La transaction continue de faire recette à l’AMF
Robert Ophèle a présenté le rapport annuel de l’Autorité des marchés financiers (AMF) le 7 mai dernier. Comme l’an dernier, le président a regretté le manque d’harmonisation des règles financières au niveau européen et la faiblesse des pouvoirs du superviseur européen (ESMA). Côté sanctions, le nombre de transactions continue d’augmenter, notamment en matière d’abus de marché.
Qui dit rapport annuel dit bilan d’activité. L’année 2018 en termes d’activité financière sur la place de Paris s’est révélée décevante. Pourtant l’année 2017 était prometteuse, le président de l’AMF, Robert Ophèle, s’était félicité lors de la présentation de son précédent rapport de constater la forte progression des valorisations boursières des sociétés, le retour des investisseurs sur les placements à risque et le rebond des introductions en bourse. L’euphorie n’aura duré qu’un an. Certes, on a dénombré à Paris en 2018 plus d’introductions en bourse qu’en 2017 (34 contre 28), mais elles concernent des valeurs de plus petite taille et ont collecté moins de capitaux nouveaux (1,1 milliard d’euros contre 2 en 2017), souligne l’AMF. De même, les émissions de titres de capital sont en recul, avec seulement 2 milliards levés (au lieu de 14 en 2017).

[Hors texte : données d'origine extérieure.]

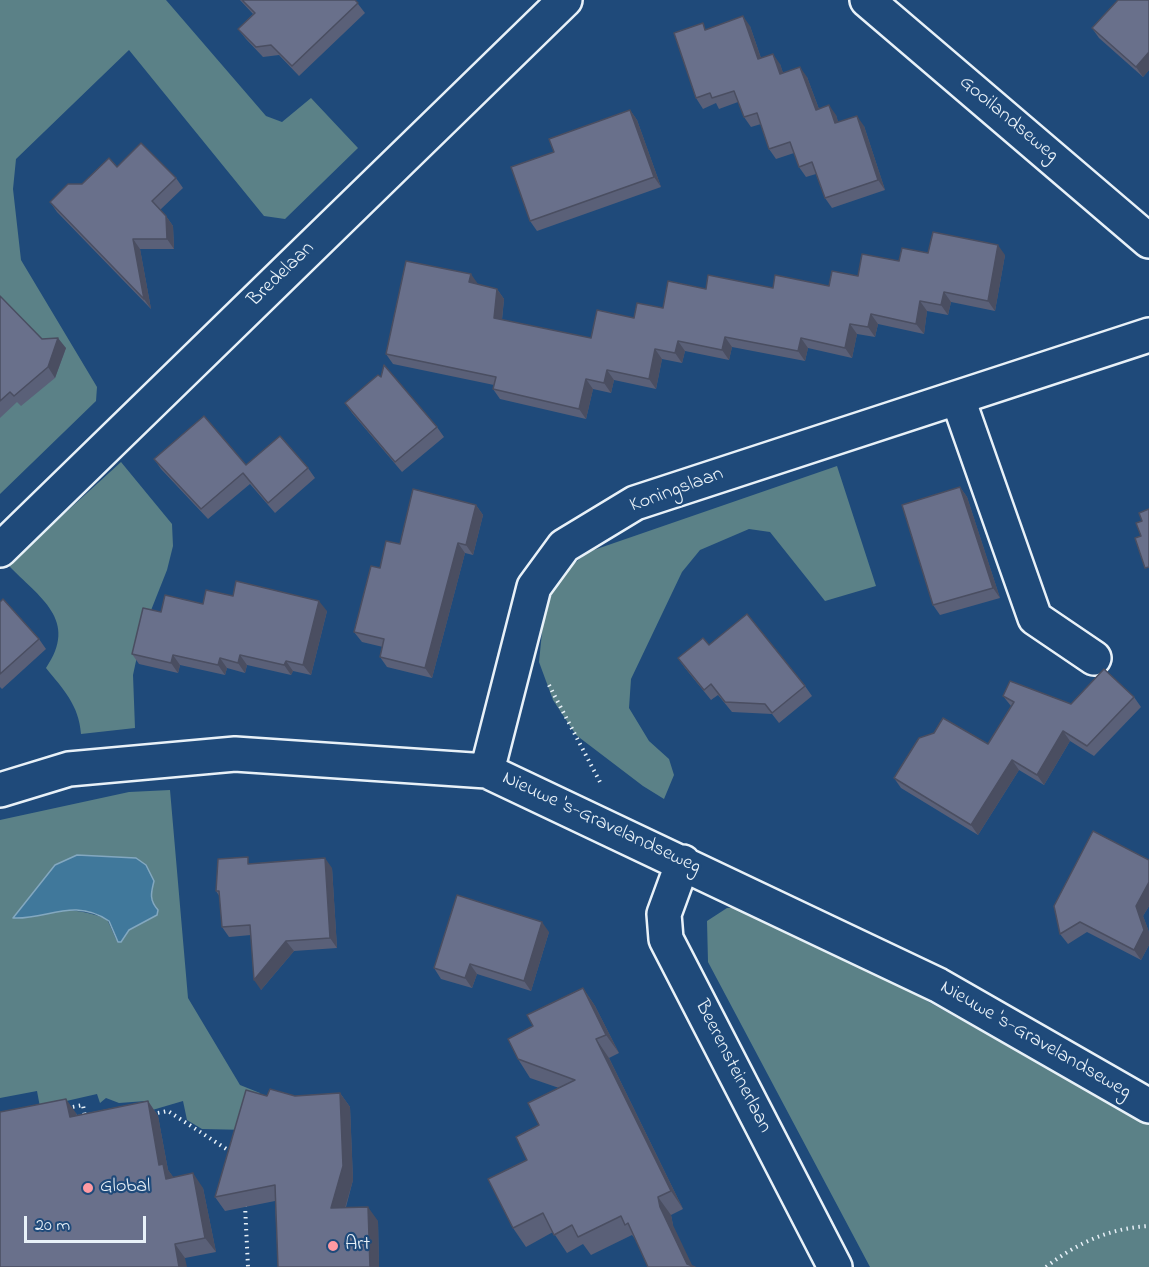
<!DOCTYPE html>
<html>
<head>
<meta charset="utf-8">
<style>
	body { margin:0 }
	#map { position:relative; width:1149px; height:1267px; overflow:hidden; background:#1f4a7a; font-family:"Indie Flower",sans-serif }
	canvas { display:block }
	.scale { position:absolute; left:24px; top:1216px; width:122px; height:27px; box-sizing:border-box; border:3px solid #e8f1f8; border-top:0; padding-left:8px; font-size:18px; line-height:21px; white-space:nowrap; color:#e8f1f8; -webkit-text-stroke:4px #1f4a7a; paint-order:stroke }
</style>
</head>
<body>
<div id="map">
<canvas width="1149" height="1267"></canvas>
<div class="scale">20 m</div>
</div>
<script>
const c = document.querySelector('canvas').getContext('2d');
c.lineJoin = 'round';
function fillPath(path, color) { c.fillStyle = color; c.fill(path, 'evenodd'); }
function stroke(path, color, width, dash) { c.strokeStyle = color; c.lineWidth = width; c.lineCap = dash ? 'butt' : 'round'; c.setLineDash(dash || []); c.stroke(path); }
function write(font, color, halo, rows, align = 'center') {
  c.font = font + ' "Indie Flower",sans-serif'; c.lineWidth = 4.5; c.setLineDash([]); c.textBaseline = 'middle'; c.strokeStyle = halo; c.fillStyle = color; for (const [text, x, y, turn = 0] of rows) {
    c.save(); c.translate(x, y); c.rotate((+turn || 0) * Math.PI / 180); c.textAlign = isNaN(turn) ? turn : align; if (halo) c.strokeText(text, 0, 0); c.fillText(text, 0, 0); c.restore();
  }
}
const green = new Path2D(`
	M0,0H166L266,116L282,122L311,98L358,148L285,219L264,216L129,50L16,159L13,189L21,260L97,387L96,401L0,494Z
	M121,462L172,524L173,546L167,570L142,633L133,675L135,728L81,734C79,705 63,689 46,668C79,620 40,598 8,565Z
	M837,466L876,586L825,601L770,532L749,529L700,550L682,572L631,679L629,708L649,741L669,759L674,775L664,799L643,786L576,735L553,700L539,662L544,612L561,574L588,552Z
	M170,790L188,998L240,1085L260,1093L248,1130L202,1129L187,1120L183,1101L149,1111L146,1101L119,1103L106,1098L100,1103L97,1094L40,1107L37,1091L0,1098V820L129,792ZM55,865L154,881L151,896L157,915L129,930L121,942L116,939L107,919C88,912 71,908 51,911C38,913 27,919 14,918Z
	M759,907L1149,1125V1267H870L708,962L707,921L727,908Z`);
const water = new Path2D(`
	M77,855L136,858L146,865L154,881C151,893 149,900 158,910L157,915L129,930L121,942H118L109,921C73,897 47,920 13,918L55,865Z`);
const path = new Path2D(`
	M549,685L600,782
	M67,1108L83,1105L85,1117
	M152,1114L168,1111L231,1152
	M245,1205L248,1267
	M1046,1267C1077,1243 1110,1228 1149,1226`);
const street = new Path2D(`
	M867,0L1149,241
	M958,399L1035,618L1094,658
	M487,771L534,587L564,546L635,503L1149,335
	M0,790L69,769L235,754L487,771L938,985L1149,1106
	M683,862L664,914L666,939L835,1267`);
const secondary = new Path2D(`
	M0,550L565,0`);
const wall = new Path2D(`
	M240,0H355L365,13L299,76L279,55L263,57L246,39L238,29L253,14Z
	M1149,0V70L1143,77L1099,38L1092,28Z
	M750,26L761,58L780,64L783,73L807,77L819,109L836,115L838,122L864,126L885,190L832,208L825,198L816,174L806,177L799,167L794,153L776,159L769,149L761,124L751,127L744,117L738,102L719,109L716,103L703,109L696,98L707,29Z
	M630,110L637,120L661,187L537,231L530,221L554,152Z
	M117,167L176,178L183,188L160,210L166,216L173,226L174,249H140L151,309L57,212L50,202Z
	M928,253L1005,255L995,311L951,302L948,315L927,311L924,334L878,324L875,337L857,334L852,358L808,348L805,361L732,347L729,360L685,351L682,363L662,359L656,389L614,380L611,393L593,389L586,419L500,399L493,389L494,385L393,364L386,354L497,289L504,299L502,320L591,338L634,318L663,308L706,289L773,288L829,286L858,276L899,261Z
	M0,296L42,339L66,348L55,378L21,406L17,402L0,418Z
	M345,403L437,427L444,437L402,472L352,413Z
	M154,459L308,468L315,478L275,513L250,484L208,519L161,469Z
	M960,487L967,497L1000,598L940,615L933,605Z
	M476,505L483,515L473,555L465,553L432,678L387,667L380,657L383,647L362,642L354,632L380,568L400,544Z
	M233,596L327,611L311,675L293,671L291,675L247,665L245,673L227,668L225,675L180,665L178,673L139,664L132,654L161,612L203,604Z
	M0,602L39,639L46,649L2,689L0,687Z
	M709,645L805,686L812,696L779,723L772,714L732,712L718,695L711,700L685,668L678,658Z
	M1003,696L1071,704L1134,697L1141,707L1094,756L1070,741L1044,785L1019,770L978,835L901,788L894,778L988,744L1011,706Z
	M1149,860V906L1143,916L1149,932V945L1141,960L1087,932L1068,944L1060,934Z
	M253,863L332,868L337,948L294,951L261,990L251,935L229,937L222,927L220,897L216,891Z
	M549,932L531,991L477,974L472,988L441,979L434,968Z
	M583,988L595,1006L619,1053L609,1058L683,1209L671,1215L673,1225L635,1239L632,1235L591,1255L583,1244L567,1253L553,1232L526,1247L513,1228L527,1160L539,1125L559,1088L530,1078L518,1059L533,1026Z
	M340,1093L350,1107L353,1180L346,1207L378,1221L379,1267H278L275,1201L225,1211L215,1197L267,1096H295Z
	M148,1101L158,1116L168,1170L173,1177L203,1188L216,1252L185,1258L0,1267L76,1113L77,1115Z`);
const shadedWall = new Path2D(`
	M743,16L750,26L765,70L758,59Z
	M1149,52V70L1143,77L1136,67Z
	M773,54L780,64L787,84L780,74Z
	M800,67L807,77L823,120L816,110Z
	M829,105L836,115L842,134L835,123Z
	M630,110L637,120L661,187L654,177Z
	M857,116L864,126L885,190L878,180Z
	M166,216L173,226L174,249L167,239Z
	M133,239L140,249L151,309L144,299Z
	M998,245L1005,255L995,311L988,301Z
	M471,274L478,284L469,282Z
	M497,289L504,299L501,328L494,318Z
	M944,292L951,302L948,315L941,305Z
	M920,301L927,311L924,334L916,324Z
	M871,314L878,324L875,337L868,327Z
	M850,324L857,334L852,358L845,348Z
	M725,337L732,347L729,360L722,350Z
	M58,338L66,348L55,378L48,367Z
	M801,338L808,348L805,361L798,351Z
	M678,341L685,351L682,363L675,353Z
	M655,349L662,359L656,389L649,379Z
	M607,370L614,380L611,393L604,383Z
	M586,379L593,389L586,419L579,409Z
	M960,487L967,497L1000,598L993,588Z
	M476,505L483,515L473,555L466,545Z
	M458,543L465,553L432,678L425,668Z
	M319,601L327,611L311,675L303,665Z
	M173,655L180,665L178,673L171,663Z
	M240,655L247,665L245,673L238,663Z
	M220,658L227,668L225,675L218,665Z
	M286,661L293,671L291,675L284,665Z
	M1063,731L1070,741L1044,785L1037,775Z
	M1012,760L1019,770L978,835L971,825Z
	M325,858L332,868L337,948L330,938Z
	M1149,882V906L1143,916L1149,932V945L1141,960L1134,950L1136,906Z
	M542,922L549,932L531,991L524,981Z
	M286,941L294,951L261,990L254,980Z
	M470,964L477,974L472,988L465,978Z
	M583,988L595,1006L619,1053L606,1035Z
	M596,1039L609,1058L683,1209L671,1191Z
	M340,1093L350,1107L353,1180L341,1222L331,1208Z
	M66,1099L76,1113L80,1131L70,1117Z
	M148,1101L158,1116L168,1170L174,1178L166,1179L159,1165Z
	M193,1173L203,1188L216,1252L205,1238Z
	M658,1197L671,1215L673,1225L693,1267L687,1264L660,1207Z
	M368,1207L378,1221L379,1267H370Z
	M175,1244L185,1258L187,1267H179Z`);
const building = new Path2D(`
	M242,0H355L358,3L292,66L271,45L256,47L238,29L255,13Z
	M1118,0H1149V52L1136,67L1092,28Z
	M743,16L758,59L773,54L780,74L800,67L816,110L829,105L835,123L857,116L878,180L825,198L812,162L799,167L790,142L769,149L757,113L744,117L734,91L712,98L710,93L696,98L674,33L703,23L705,30Z
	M630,110L654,177L530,221L511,167L554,152L549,139Z
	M141,143L176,178L152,201L166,216L167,239H133L144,299L50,202L68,184H82L109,158L117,167Z
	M933,232L998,245L988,301L944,292L941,305L920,301L916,324L871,314L868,327L850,324L845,348L801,338L798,351L725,337L722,350L678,341L675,353L655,349L649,379L607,370L604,383L586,379L579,409L493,389L496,377L386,354L406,261L471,274L469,282L497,289L494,318L591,338L597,310L634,318L637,303L663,308L668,281L706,289L708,275L773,288L775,275L829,286L832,271L858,276L862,254L899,261L902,248L928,253Z
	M0,296L42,339L58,338L48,367L14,396L10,392L0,401Z
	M384,365L437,427L395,462L345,403L378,375L381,377Z
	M204,416L246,465L280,436L308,468L268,503L243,473L201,509L154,459Z
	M960,487L993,588L933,605L902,505Z
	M413,489L476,505L466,545L458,543L425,668L380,657L384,639L354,632L371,566L380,568L386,541L400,544Z
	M1149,509V567L1145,568L1135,538L1141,536L1136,523L1142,521L1139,513Z
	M236,581L319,601L303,665L286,661L284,665L240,655L238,663L220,658L218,665L173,655L171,663L132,654L143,608L161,612L165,595L203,604L206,590L233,596Z
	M3,599L39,639L0,674V602Z
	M747,614L805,686L772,713L765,704L725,702L711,684L704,690L678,658L703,638L709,645Z
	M1104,669L1134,697L1087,746L1063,731L1037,775L1012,760L971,825L894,778L919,738L934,733L943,718L988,744L1014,702L1003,696L1010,681L1071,704Z
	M1093,831L1149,860V882L1136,906L1144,930L1134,950L1080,922L1060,934L1054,906Z
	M248,857V864L325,858L330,938L286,941L254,980L250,925L222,927L219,891H216L218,859Z
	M457,895L542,922L524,981L470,964L465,978L434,968Z
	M583,988L606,1035L596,1039L671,1191L658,1197L660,1207L687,1264L695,1267H648L628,1223L625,1225L621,1216L578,1237L572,1225L554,1235L543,1213L513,1228L488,1179L527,1160L516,1137L539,1125L528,1103L575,1080L518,1059L508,1039L533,1026L527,1015Z
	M270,1089L295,1096L340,1093L343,1166L331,1208L368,1207L370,1267H278L275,1185L215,1197L246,1090L267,1096Z
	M66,1099L70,1117L148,1101L159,1165L163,1164L166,1179L193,1173L205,1238L175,1244L179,1267H0V1112Z`);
const markers = [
	[88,1188,6,"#ff9aa2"],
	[333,1246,6,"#ff9aa2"]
];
const streetNames = [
	["Gooilandseweg",1008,120,40],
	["Bredelaan",282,275,-44],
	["Koningslaan",677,491,-20],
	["Nieuwe 's-Gravelandseweg",601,824,25],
	["Nieuwe 's-Gravelandseweg",1035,1041,30],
	["Beerensteinerlaan",732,1067,63]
];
const poiNames = [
	["Global",100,1188],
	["Art",345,1246]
];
fillPath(green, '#5b8187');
fillPath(water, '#40789b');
stroke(water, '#83a8c0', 1.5);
stroke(street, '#e8f1f8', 38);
stroke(secondary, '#e8f1f8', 38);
stroke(path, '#e8f1f8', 4, [1.5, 4.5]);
stroke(street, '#1f4a7a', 33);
stroke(secondary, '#1f4a7a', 33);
fillPath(wall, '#5a6078');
fillPath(shadedWall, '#4a4e61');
fillPath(building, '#69708b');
stroke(building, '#4a4e61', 1.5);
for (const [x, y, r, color] of markers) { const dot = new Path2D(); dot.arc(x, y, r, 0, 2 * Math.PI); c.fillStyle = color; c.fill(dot); stroke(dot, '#1f4a7a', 2); }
write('20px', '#e8f1f8', '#1f4a7a', streetNames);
write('20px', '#e8f1f8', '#1f4a7a', poiNames, 'left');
</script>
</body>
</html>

Des entreprises endettées à hauteur de 1 600 milliards d’euros
Cela signifie donc que les entreprises continuent de se financer par la dette de marché (obligations), mais surtout la dette bancaire. C’est ainsi que la dette des entreprises françaises dépasse 1 600 milliards d’euros, soit 75 % du produit intérieur brut (au lieu de 57 % il y a 10 ans). Pour l’AMF, « Ce niveau d’endettement interpelle, et fut-il lié aux taux bas, n’en constitue pas moins un facteur de fragilité ». Or il se trouve que la même tendance s’observe début 2019. « De ce point de vue, le projet de loi relatif à la croissance et à la transformation des entreprises (loi Pacte) tel qu’il a été proposé par le gouvernement, et enrichi par le Parlement, est opportun dans son calendrier et son contenu dans la mesure où il favorise l’épargne longue – épargne d’entreprise et épargne retraite –, simplifie l’accès des entreprises aux marchés et renforce l’attractivité de la place de Paris », note le rapport. S’il est une activité qui prospère en revanche, c’est la production de normes. L’an dernier, l’AMF a été très mobilisée par MIF2 et le déploiement de sa nouvelle plate-forme de surveillance des marchés qui traite 5 millions de déclarations par jour, mais aussi par la mise en œuvre de la réglementation des dépositaires centraux, celle des fonds monétaires, ou encore la préparation du Brexit pour lequel elle est très sollicitée par les acteurs. Il s’agit en effet de limiter autant que faire se peut les conséquences de l’événement en anticipant les questions susceptibles de se poser et en se réorganisant en conséquence, en coopération avec le régulateur.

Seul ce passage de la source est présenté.